━━ Exercise inputs ━━
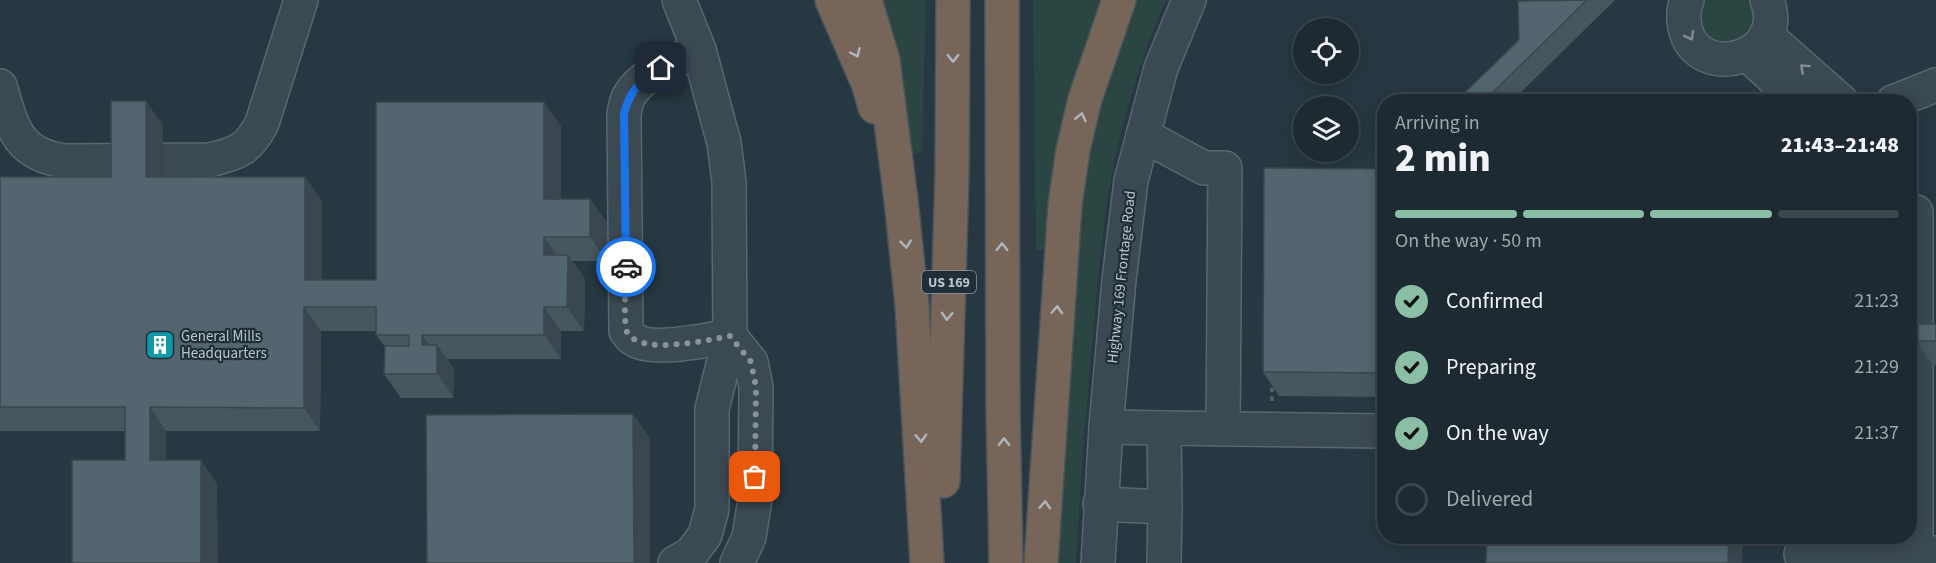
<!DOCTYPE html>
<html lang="en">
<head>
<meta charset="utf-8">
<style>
  :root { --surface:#1d2a32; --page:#25323a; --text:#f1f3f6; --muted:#a0a7ac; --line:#3b464d; --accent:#8abfa5 }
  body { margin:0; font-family:"Source Sans 3",sans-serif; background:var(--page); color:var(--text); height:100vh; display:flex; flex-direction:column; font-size:22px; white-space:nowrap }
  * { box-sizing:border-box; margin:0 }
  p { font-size:20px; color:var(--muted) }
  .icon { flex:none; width:33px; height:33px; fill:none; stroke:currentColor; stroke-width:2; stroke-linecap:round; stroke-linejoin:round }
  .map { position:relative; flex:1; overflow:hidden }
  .sheet { position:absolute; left:1377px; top:94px; width:540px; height:450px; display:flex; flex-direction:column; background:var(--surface); border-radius:24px; box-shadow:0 3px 15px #0003,0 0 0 2px var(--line) }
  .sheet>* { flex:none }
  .buttons { position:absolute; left:1293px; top:18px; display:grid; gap:12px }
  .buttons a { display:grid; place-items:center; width:66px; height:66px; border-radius:50%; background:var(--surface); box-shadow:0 3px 15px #0003,0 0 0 2px var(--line); font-size:30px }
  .pin { position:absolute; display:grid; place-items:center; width:51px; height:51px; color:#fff; margin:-26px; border-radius:12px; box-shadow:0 3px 9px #0006 }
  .courier { position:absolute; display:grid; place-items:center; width:60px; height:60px; margin:-30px; border:4px solid #1a73e8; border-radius:50%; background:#fff; color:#222; box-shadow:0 2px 8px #0007 }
  .headline em { font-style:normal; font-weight:800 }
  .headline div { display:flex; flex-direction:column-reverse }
  .headline { display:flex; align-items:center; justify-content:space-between; height:102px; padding:0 18px }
  h1 { font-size:39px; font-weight:800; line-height:45px }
  .bar { display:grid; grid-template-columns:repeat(4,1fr); gap:9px 6px; align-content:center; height:72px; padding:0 18px }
  .bar i { height:8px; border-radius:4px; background:var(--line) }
  .bar .selected { background:var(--accent) }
  .bar p { grid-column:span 4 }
  ol { padding:0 18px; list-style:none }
  li { display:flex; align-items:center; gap:18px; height:66px }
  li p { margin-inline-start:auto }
  li .icon { padding:6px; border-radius:50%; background:var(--accent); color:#111; stroke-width:4 }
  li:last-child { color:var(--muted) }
  li i { width:33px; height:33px; border:3px solid var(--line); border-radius:50% }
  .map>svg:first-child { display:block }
  .green { fill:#2a4542 }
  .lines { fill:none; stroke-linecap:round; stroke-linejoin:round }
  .minor-casing { stroke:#5a676f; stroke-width:36 }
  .highway-casing { stroke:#46545c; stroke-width:36 }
  .path { stroke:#49615f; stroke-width:4; stroke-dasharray:4.5 4.5; stroke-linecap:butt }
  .minor { stroke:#3b4952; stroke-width:33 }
  .highway { stroke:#786559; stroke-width:33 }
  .wall { fill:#47575f }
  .shaded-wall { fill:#3a474e }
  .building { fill:#53656f; stroke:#3a474e; stroke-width:1.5 }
  .oneway { stroke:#808d95 }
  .oneway2 { stroke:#afb6bb }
  .done { stroke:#86939c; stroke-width:6; stroke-dasharray:0 10.8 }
  .route { stroke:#1a73e8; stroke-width:8 }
  .labels { text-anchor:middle; stroke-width:4.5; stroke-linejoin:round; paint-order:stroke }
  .shield { fill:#202f37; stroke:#8b979f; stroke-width:1.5 }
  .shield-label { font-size:14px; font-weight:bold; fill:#b9c4cc }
  .street-label { font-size:15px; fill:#b9c4cc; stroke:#202f37 }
  .poi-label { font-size:15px; fill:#b9c4cc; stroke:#202f37; text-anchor:start }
</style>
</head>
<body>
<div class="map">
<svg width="1936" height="563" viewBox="0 0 1936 563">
  <rect width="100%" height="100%" fill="#273842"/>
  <g class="green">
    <polygon points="879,0 926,0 922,153 908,154"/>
    <polygon points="1033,0 1107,0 1049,250 1036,250"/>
    <path d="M1136,0H1166C1142,54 1125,111 1113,169C1102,224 1098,281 1093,336C1086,412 1080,487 1076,563H1053L1067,340L1088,137Z"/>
    <path d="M1704,0H1749L1755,15L1751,32L1728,46C1722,44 1713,43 1709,39C1698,30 1696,12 1704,0Z"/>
  </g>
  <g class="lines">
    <g class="minor-casing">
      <g id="minor">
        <path d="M1687,0C1683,9 1683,18 1685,28C1698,84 1790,58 1767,0"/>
        <polyline points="1766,35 1842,102"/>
        <path d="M699,50C675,62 643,72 629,96C626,101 625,109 624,114L626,331C628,333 629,336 632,338C649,353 708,340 730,336L751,362L756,387L755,499L749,537L737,563"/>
        <polyline points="1747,54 1799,102"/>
        <path d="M0,86C12,127 17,155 66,161L209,160C237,154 249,149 262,123L301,0"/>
        <polyline points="1893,102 1936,85"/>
        <polyline points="1143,135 1204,168 1225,168 1223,429"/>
        <polyline points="1916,212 1916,553"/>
        <polyline points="1164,428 1384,431"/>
        <polyline points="1100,504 1165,507 1164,428 1106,427"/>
        <polyline points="1801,554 1936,553"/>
        <polyline points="675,563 691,554 705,535 712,509 712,409 730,336 729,182 724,143 699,50 679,0"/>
        <polyline points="1098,563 1106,427 1119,280 1131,181 1161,68 1189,0"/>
        <polyline points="1164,563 1165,507"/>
      </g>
    </g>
    <g class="highway-casing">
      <g id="highway">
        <polyline points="832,0 868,83 875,107"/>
        <polyline points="865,0 883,60 901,200 912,305 927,563"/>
        <polyline points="1002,0 1003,407 1006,563"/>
        <polyline points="943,481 952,174 953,0"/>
        <polyline points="1041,563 1065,205 1073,150 1085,99 1119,0"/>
      </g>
    </g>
    <polyline class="path" points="1272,401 1272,382"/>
    <use href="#minor" class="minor"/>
    <use href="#highway" class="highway"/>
  </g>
  <g class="wall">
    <polygon points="1559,0 1615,0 1511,102 1455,102"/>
    <polygon points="163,125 163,177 305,177 322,201 322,280 376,280 561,126 561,199 590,199 607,223 607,261 572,261 585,279 584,331 561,331 561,359 447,359 454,369 454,398 401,398 384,374 385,347 376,335 376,331 321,331 320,431 166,431 166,460 217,484 125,460 125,431 0,431 0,177 111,177"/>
    <polygon points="1384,169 1384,397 1279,396 1263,372"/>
    <polygon points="1936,324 1936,365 1933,365 1916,341"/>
  </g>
  <g class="shaded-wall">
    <polygon points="146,101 163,125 163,201 146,177"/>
    <polygon points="544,102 561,126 561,223 544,199"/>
    <polygon points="305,177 322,201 322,304 305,280"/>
    <polygon points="590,199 607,223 607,261 590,237"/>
    <polygon points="544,237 561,261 544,255"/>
    <polygon points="568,255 585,279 584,331 567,307"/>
    <polygon points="304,307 321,331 320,431 304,408"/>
    <polygon points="544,307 561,331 561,359 544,335"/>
    <polygon points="422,335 437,356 437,345 454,369 454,398 437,374 422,345"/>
    <polygon points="150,407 166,431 166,484 150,460"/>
    <polygon points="633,414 650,438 650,563 634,563"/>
    <polygon points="201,460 217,484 218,563 201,563"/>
    <polygon points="1729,537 1743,537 1742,563 1728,563"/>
  </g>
  <g class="building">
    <polygon points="1587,0 1483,102 1455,102 1519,40 1518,1"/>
    <polygon points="111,101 146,101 146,177 305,177 305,280 376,280 376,102 544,102 544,199 590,199 590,237 544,237 544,255 568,255 567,307 544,307 544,335 422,335 422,345 437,345 437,374 384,374 385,346 409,346 409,335 376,335 376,307 304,307 304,408 150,407 150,460 201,460 201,563 72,563 72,460 125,460 125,407 0,407 0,177 111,177"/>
    <polygon points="1264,168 1384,169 1384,373 1263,372"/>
    <rect x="1916" y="324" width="20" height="17"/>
    <polygon points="633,414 634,563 427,563 426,415"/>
    <polygon points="1487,537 1729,537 1728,563 1486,563"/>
  </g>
  <defs><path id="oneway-chevron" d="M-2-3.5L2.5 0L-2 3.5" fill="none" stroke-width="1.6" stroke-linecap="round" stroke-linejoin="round" transform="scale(1.5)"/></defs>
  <g class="oneway">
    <use href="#oneway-chevron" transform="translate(1690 36) rotate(62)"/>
    <use href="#oneway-chevron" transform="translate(1804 68) rotate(-138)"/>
  </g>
  <g class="oneway2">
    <use href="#oneway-chevron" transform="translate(856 53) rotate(66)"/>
    <use href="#oneway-chevron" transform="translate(953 58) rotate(90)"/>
    <use href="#oneway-chevron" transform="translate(1081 117) rotate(-77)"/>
    <use href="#oneway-chevron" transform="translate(906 244) rotate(84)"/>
    <use href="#oneway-chevron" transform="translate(1002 247) rotate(-90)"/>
    <use href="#oneway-chevron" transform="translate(1057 310) rotate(-87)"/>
    <use href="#oneway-chevron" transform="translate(947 316) rotate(92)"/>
    <use href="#oneway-chevron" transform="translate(921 438) rotate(87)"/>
    <use href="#oneway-chevron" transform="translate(1004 442) rotate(-91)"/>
    <use href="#oneway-chevron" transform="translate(1045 505) rotate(-87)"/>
  </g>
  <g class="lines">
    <path class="done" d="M626,267C626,280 623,323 627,332C639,356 708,340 730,336L751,362L756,387L755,477"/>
    <path class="route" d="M626,267L624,114C630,89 640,82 661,68"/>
  </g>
  <defs>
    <g id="building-square" transform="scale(1.5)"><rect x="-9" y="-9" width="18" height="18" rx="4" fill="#0f9aa8" stroke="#202f37"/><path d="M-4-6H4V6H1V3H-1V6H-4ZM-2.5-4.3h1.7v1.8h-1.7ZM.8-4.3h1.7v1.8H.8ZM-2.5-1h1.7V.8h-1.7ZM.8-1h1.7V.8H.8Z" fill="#fff"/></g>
  </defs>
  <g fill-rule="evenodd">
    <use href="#building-square" x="160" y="345"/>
  </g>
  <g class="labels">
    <rect class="shield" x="922" y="271" width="54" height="22" rx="4.5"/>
    <g class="shield-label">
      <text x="949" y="287">US 169</text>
    </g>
    <g class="street-label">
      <text transform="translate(1121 277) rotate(-84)" y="5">Highway 169 Frontage Road</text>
    </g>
    <g class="poi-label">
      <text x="181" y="341">General Mills<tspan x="181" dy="17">Headquarters</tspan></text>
    </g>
  </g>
</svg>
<div class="buttons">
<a><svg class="icon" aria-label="locate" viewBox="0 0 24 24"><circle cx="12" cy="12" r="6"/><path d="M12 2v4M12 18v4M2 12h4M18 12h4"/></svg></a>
<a><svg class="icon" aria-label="layers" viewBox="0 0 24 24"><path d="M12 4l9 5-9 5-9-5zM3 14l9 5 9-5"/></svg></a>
</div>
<div class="pin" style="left:755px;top:477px;background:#ea580c"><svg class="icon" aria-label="bag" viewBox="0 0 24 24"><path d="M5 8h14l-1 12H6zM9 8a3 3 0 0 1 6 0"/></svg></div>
<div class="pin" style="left:661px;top:68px;background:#1f2937"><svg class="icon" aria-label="home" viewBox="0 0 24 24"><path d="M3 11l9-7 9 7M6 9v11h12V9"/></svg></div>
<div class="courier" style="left:626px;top:267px"><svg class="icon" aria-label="car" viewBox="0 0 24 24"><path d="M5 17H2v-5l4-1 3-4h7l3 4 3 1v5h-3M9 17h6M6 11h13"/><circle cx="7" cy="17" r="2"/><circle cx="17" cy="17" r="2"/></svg></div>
<section class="sheet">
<div class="headline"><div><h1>2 min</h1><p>Arriving in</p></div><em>21:43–21:48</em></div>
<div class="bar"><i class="selected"></i><i class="selected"></i><i class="selected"></i><i></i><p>On the way · 50 m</p></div>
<ol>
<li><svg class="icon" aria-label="check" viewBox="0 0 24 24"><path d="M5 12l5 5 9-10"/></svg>Confirmed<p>21:23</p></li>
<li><svg class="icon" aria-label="check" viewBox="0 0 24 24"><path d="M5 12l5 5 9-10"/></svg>Preparing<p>21:29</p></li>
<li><svg class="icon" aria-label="check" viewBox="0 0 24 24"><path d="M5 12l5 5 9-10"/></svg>On the way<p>21:37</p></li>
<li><i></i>Delivered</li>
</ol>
</section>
</div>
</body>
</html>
━━━
* [About this task]
All lines that contain the word "buttons" should be copied from the listing.

* [Answer for this exercise]
  .buttons { position:absolute; left:1293px; top:18px; display:grid; gap:12px }
  .buttons a { display:grid; place-items:center; width:66px; height:66px; border-radius:50%; background:var(--surface); box-shadow:0 3px 15px #0003,0 0 0 2px var(--line); font-size:30px }
<div class="buttons">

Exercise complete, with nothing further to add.